**Data records:**
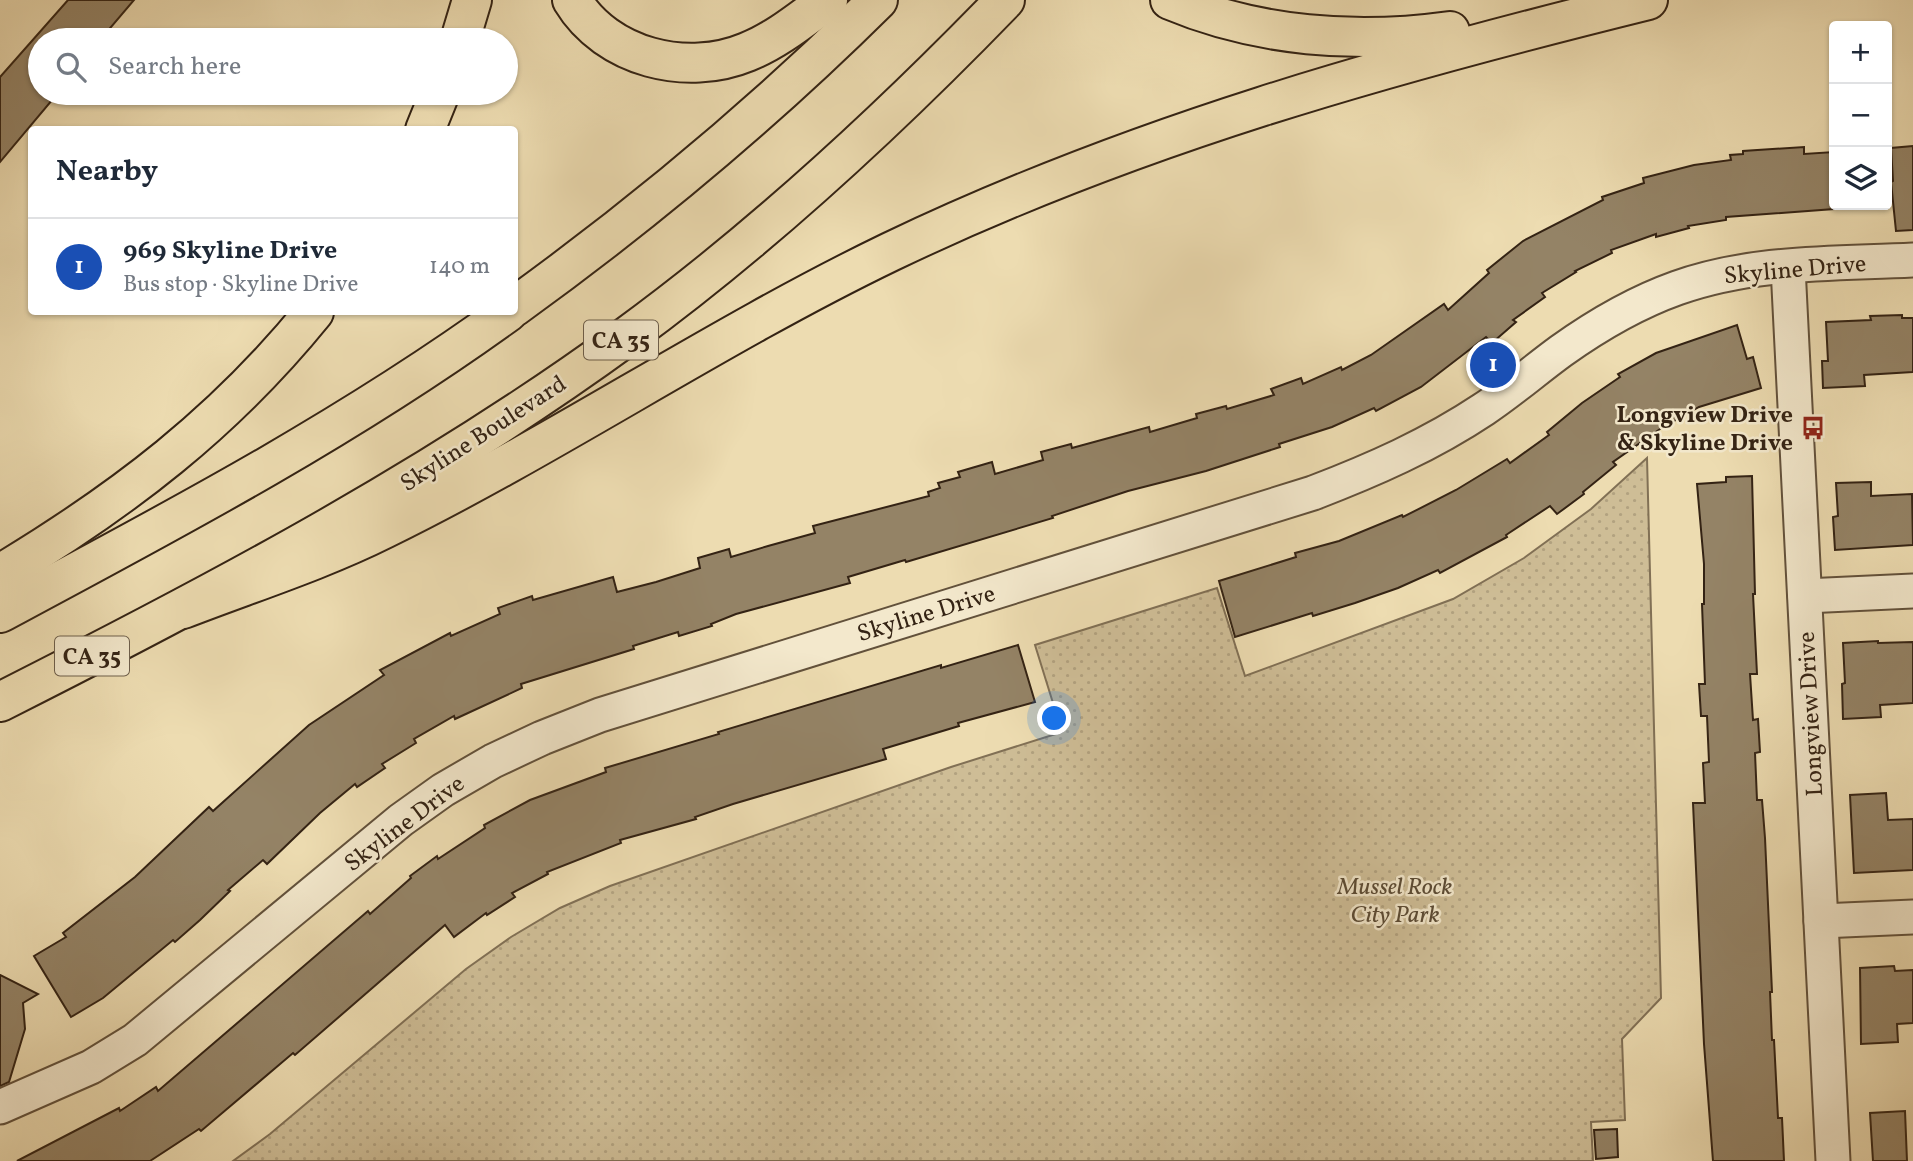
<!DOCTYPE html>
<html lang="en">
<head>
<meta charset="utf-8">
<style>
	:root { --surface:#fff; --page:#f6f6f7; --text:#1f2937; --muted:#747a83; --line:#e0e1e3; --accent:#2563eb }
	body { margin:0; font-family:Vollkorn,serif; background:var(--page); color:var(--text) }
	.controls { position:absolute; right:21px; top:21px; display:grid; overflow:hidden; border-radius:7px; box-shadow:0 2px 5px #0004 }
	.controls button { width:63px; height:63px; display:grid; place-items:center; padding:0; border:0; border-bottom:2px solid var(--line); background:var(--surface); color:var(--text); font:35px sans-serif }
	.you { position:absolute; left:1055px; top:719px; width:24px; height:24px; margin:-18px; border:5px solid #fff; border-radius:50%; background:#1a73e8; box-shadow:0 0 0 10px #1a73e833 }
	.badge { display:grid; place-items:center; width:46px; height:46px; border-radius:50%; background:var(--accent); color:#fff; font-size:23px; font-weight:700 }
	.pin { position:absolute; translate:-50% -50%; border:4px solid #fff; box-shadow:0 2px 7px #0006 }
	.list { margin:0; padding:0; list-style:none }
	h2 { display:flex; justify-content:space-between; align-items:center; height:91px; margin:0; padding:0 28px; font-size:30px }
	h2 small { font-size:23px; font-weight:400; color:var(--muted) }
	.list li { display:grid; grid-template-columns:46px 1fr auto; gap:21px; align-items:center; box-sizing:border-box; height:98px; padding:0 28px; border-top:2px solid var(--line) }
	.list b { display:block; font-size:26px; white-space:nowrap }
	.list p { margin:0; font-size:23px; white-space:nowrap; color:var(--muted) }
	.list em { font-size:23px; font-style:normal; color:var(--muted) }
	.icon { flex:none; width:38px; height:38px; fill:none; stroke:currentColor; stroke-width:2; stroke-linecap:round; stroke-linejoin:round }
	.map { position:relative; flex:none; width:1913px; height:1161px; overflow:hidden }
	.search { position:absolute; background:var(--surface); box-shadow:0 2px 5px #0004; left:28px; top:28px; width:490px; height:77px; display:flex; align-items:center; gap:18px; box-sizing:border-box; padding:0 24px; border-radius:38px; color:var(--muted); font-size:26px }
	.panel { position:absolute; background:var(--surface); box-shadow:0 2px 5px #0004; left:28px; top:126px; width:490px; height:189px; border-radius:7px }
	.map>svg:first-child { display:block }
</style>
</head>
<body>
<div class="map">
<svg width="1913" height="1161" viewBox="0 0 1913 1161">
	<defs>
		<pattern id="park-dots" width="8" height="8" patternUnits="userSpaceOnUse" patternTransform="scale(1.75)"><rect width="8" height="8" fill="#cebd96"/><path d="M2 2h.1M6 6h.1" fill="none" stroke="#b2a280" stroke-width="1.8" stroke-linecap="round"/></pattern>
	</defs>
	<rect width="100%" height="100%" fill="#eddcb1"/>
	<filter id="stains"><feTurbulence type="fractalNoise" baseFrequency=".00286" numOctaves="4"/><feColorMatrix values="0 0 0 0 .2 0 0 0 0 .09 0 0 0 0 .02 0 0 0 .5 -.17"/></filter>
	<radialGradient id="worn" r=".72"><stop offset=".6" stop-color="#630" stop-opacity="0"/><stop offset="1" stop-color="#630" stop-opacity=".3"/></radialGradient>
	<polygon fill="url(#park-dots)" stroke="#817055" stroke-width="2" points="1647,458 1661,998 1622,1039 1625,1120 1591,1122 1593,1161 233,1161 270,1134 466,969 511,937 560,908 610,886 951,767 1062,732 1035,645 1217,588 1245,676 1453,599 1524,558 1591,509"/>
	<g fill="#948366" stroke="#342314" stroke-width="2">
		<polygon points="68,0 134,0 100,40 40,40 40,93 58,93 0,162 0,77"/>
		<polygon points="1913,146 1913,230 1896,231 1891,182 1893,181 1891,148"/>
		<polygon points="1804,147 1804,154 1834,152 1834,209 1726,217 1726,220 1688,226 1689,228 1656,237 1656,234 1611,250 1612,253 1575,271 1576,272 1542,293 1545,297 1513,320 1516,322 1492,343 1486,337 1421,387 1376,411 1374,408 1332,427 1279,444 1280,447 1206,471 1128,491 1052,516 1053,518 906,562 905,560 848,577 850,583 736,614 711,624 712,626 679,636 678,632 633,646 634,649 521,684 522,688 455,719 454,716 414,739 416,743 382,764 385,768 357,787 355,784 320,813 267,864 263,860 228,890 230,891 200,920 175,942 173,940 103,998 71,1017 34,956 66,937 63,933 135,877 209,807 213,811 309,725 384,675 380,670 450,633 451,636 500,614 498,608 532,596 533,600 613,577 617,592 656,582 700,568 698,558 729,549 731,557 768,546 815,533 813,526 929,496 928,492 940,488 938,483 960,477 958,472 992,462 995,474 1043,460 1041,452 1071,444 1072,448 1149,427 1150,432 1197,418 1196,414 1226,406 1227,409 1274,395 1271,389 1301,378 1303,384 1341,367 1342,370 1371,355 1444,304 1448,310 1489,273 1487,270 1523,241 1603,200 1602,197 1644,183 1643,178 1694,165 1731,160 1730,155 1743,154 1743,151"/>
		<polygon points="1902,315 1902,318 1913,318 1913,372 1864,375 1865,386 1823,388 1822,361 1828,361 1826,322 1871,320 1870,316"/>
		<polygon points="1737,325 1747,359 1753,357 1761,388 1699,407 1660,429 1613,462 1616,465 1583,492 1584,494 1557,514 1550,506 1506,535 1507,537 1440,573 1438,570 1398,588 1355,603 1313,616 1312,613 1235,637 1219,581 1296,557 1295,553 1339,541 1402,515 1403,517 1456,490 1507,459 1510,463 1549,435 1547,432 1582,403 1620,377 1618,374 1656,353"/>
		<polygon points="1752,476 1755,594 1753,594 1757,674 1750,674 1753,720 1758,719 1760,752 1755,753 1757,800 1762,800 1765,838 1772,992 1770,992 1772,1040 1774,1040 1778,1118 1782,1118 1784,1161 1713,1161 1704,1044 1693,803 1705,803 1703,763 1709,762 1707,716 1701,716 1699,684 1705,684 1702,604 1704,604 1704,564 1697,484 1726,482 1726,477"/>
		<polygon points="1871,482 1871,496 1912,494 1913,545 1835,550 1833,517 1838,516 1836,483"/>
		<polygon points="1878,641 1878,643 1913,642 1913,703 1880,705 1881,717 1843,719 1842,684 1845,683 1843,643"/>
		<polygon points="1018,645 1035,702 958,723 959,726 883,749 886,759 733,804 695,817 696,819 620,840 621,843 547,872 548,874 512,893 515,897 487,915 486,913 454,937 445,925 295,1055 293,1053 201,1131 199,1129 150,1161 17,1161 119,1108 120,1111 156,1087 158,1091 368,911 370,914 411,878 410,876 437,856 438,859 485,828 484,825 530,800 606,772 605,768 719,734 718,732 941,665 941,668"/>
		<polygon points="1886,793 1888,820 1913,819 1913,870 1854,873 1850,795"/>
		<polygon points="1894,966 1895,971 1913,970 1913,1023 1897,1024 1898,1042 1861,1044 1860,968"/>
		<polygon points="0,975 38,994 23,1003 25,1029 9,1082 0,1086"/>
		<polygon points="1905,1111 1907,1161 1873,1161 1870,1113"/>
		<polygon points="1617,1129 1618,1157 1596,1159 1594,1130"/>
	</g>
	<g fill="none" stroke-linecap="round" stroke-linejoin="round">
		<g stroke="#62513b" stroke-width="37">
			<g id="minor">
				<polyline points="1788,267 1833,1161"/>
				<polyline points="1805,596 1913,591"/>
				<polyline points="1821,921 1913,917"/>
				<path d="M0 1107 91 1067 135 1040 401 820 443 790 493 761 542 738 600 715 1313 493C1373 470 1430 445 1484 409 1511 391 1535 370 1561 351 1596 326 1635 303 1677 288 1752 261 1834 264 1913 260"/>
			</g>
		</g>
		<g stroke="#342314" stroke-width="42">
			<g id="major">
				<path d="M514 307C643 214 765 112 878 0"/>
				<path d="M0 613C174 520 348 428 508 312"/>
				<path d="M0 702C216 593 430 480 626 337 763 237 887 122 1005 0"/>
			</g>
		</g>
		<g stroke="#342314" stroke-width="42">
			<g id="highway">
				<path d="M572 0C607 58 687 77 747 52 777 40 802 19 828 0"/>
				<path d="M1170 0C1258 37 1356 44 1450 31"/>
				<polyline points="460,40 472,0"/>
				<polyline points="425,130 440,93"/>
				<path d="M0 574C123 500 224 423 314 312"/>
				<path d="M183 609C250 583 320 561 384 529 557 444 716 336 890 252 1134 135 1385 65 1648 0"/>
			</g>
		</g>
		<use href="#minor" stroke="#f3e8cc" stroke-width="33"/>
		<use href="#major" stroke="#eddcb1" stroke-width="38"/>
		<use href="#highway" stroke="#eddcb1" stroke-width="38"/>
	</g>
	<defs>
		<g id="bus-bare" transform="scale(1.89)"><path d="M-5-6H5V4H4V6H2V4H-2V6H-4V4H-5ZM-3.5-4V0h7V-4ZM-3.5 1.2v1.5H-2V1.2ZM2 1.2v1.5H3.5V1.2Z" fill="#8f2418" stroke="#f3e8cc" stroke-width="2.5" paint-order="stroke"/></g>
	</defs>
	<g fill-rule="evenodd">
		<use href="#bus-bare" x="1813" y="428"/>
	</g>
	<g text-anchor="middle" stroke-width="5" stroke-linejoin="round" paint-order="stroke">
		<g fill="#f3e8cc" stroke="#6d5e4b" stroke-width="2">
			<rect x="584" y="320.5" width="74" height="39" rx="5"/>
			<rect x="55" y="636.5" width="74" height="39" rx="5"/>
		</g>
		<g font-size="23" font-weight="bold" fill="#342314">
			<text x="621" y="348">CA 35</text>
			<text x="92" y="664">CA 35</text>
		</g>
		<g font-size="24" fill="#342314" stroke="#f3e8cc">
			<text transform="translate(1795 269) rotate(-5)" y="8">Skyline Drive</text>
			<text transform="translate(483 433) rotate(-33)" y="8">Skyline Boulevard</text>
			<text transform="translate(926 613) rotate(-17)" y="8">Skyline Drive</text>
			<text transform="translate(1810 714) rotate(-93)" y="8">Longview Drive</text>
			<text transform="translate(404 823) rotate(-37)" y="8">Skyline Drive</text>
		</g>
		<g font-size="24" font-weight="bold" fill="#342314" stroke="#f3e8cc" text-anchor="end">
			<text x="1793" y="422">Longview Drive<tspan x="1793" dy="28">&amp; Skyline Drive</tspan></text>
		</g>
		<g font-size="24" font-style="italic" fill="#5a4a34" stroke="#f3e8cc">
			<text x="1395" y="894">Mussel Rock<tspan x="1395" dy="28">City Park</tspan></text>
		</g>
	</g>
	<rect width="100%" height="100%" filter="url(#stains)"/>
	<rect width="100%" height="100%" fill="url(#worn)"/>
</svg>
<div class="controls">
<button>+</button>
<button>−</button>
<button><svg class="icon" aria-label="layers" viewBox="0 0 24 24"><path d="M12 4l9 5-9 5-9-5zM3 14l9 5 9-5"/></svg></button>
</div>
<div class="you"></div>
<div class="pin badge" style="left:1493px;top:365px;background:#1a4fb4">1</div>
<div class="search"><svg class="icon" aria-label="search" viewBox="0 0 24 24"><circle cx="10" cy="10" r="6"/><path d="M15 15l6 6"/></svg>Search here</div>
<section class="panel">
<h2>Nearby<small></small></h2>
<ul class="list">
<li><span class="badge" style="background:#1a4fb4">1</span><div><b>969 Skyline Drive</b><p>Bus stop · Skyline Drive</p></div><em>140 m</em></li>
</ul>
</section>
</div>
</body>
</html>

**Work to be completed:** Return all lines from the data that include the string "nowrap".

**Exercise response:**
	.list b { display:block; font-size:26px; white-space:nowrap }
	.list p { margin:0; font-size:23px; white-space:nowrap; color:var(--muted) }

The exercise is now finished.